▶ [WORK ITEM] Which of the lines below contain the string "legend"? Copy each one.

▶ [RECORD EXCERPTS]
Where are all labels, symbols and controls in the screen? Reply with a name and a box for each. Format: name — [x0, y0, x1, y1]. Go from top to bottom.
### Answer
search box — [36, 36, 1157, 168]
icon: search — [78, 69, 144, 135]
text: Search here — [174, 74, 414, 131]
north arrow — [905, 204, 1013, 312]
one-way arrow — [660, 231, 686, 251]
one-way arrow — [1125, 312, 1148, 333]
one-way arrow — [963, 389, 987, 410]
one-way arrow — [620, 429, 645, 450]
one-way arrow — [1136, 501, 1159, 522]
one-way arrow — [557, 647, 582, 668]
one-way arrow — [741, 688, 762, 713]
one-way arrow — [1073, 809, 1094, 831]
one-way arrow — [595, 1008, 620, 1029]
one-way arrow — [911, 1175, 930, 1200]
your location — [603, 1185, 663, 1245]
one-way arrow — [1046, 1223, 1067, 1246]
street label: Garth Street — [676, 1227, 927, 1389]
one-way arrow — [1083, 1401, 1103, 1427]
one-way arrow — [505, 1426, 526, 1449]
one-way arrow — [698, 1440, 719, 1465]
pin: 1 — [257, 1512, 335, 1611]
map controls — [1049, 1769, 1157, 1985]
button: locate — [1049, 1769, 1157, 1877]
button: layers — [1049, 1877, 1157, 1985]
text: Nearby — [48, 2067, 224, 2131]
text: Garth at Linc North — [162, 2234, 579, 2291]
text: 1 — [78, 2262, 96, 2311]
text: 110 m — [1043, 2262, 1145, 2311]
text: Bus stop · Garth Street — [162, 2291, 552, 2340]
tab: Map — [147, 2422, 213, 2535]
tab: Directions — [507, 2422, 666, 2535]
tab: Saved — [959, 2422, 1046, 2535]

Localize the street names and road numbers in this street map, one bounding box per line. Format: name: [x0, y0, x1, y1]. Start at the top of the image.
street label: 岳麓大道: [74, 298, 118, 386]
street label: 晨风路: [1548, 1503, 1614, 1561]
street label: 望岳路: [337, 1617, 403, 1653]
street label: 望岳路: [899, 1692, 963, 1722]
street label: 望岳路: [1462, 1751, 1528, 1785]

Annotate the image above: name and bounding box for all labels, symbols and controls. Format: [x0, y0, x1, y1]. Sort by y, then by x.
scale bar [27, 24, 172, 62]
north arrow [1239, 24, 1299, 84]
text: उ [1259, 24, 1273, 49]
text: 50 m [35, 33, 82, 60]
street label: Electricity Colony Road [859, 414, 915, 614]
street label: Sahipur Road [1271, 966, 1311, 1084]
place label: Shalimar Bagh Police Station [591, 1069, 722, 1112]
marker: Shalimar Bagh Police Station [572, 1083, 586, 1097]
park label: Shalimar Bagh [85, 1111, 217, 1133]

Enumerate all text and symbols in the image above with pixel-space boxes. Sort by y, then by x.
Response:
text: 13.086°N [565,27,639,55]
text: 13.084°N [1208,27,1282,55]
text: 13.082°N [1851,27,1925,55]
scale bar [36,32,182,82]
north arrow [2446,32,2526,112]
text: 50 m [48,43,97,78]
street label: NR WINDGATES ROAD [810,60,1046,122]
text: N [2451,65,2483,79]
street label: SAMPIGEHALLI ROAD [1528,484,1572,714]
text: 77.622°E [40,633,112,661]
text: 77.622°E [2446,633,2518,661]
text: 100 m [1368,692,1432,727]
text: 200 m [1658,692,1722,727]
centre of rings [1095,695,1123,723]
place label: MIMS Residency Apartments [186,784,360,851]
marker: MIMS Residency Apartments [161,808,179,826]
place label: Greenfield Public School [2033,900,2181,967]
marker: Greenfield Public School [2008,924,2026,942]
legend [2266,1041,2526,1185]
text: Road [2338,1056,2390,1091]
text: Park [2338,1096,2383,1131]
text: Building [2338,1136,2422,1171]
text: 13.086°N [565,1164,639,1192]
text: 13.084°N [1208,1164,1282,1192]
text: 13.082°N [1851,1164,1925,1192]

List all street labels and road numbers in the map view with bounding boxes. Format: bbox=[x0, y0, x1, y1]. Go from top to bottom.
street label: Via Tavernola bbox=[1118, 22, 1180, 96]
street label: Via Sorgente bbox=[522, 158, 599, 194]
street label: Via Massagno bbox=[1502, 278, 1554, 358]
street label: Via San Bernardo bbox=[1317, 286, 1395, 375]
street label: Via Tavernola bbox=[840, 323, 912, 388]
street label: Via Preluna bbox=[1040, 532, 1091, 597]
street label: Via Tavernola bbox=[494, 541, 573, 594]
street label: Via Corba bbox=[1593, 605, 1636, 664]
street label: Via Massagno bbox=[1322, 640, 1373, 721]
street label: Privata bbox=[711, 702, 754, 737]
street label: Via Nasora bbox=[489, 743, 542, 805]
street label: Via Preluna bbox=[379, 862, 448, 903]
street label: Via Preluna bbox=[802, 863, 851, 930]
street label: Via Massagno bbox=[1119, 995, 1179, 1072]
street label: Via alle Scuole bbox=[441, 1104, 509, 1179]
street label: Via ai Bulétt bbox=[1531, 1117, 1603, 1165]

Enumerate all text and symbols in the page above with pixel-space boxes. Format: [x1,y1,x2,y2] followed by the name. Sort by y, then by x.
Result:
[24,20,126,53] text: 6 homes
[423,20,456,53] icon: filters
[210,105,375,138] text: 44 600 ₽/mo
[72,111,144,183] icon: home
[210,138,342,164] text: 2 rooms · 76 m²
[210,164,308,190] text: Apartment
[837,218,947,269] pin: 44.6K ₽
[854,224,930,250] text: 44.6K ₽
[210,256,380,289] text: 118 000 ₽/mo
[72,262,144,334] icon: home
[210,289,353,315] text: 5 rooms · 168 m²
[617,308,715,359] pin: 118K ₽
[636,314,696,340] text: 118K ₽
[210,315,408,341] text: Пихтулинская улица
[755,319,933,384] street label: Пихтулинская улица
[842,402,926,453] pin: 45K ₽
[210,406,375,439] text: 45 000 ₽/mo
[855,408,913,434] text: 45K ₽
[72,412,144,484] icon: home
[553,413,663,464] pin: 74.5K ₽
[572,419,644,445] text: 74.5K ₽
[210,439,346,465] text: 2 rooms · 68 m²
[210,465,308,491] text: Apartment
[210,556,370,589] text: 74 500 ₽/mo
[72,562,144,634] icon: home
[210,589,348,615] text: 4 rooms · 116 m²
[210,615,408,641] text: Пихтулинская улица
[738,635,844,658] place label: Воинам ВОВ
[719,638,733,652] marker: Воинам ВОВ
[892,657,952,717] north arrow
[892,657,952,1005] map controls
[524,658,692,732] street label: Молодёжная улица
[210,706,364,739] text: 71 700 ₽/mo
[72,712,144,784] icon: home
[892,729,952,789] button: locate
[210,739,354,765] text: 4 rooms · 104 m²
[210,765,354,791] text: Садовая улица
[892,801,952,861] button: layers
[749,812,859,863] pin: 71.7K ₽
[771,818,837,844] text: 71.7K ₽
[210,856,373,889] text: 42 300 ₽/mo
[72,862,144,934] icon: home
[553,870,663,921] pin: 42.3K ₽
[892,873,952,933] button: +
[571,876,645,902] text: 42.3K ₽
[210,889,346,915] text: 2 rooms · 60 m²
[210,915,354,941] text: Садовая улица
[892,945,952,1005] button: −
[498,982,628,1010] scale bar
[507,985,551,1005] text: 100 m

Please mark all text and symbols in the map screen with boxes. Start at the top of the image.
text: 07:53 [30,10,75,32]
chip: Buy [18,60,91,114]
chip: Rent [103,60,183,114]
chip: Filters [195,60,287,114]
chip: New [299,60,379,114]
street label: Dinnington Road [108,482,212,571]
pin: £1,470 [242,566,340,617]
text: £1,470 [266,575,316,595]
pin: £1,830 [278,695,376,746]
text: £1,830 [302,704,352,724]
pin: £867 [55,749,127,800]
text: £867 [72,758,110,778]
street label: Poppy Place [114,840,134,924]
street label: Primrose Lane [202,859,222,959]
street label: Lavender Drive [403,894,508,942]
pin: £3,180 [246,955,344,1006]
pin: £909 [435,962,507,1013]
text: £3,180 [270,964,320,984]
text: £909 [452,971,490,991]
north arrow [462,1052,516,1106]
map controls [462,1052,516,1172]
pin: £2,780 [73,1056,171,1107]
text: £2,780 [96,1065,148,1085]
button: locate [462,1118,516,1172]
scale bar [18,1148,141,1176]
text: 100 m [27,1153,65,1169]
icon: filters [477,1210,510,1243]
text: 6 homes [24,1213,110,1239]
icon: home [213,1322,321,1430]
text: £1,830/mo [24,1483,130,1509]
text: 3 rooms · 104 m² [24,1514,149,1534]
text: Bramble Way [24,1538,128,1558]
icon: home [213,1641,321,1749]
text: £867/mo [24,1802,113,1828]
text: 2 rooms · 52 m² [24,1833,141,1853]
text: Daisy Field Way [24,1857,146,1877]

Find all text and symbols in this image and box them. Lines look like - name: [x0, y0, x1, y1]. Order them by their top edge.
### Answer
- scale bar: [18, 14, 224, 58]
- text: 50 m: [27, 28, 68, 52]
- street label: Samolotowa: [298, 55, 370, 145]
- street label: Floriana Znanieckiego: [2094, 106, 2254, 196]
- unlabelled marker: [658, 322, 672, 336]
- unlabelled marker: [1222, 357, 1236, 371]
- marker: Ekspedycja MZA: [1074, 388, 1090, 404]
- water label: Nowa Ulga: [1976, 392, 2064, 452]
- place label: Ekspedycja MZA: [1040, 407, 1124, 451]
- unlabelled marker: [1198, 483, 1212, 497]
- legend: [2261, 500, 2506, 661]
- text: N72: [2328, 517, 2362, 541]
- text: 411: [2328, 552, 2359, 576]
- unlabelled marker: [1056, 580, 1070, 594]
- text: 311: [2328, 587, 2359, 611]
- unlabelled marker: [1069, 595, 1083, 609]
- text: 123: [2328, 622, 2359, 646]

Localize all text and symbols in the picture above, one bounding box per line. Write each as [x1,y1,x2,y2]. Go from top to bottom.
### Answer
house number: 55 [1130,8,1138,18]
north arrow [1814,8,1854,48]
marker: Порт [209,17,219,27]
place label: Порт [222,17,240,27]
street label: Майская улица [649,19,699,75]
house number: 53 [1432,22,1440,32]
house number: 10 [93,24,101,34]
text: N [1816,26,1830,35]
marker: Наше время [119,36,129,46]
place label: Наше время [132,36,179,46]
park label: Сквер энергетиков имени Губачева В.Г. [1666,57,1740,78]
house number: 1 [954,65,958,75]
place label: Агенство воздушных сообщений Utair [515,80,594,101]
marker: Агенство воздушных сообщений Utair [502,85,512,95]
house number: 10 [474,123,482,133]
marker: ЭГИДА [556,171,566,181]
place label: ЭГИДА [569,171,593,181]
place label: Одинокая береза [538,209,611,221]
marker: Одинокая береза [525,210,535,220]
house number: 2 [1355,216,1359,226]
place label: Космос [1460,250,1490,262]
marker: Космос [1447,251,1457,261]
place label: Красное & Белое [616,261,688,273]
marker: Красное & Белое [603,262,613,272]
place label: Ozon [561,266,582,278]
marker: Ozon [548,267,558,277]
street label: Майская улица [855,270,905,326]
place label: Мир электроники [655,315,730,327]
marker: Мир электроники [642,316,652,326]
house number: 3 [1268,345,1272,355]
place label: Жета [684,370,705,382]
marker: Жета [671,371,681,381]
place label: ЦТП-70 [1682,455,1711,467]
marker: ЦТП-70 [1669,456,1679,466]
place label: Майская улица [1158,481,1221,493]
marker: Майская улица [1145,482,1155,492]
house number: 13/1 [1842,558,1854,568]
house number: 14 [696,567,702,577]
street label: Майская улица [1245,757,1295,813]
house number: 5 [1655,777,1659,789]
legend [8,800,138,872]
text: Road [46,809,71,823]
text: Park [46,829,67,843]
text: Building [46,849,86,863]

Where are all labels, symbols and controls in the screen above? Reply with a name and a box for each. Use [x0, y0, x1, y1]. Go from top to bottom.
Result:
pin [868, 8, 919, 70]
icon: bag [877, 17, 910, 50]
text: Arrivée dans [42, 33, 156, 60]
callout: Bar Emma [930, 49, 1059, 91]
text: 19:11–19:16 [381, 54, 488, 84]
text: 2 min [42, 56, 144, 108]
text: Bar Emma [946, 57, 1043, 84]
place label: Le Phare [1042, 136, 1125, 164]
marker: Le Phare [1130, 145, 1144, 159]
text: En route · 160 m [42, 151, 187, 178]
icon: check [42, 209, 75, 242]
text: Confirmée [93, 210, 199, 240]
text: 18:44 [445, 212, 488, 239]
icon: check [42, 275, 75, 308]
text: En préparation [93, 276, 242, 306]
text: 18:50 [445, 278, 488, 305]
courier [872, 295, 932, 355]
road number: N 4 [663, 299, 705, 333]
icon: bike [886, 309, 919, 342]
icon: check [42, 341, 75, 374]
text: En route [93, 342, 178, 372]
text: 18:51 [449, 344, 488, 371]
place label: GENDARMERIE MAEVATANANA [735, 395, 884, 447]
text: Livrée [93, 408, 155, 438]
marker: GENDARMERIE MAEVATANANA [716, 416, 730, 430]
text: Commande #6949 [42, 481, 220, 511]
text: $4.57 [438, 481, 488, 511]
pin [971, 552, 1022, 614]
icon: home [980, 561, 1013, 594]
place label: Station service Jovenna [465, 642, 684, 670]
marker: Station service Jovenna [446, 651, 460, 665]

▶ [WRITTEN ANSWER]
legend [2266,1041,2526,1185]
- legend: [2261, 500, 2506, 661]
legend [8,800,138,872]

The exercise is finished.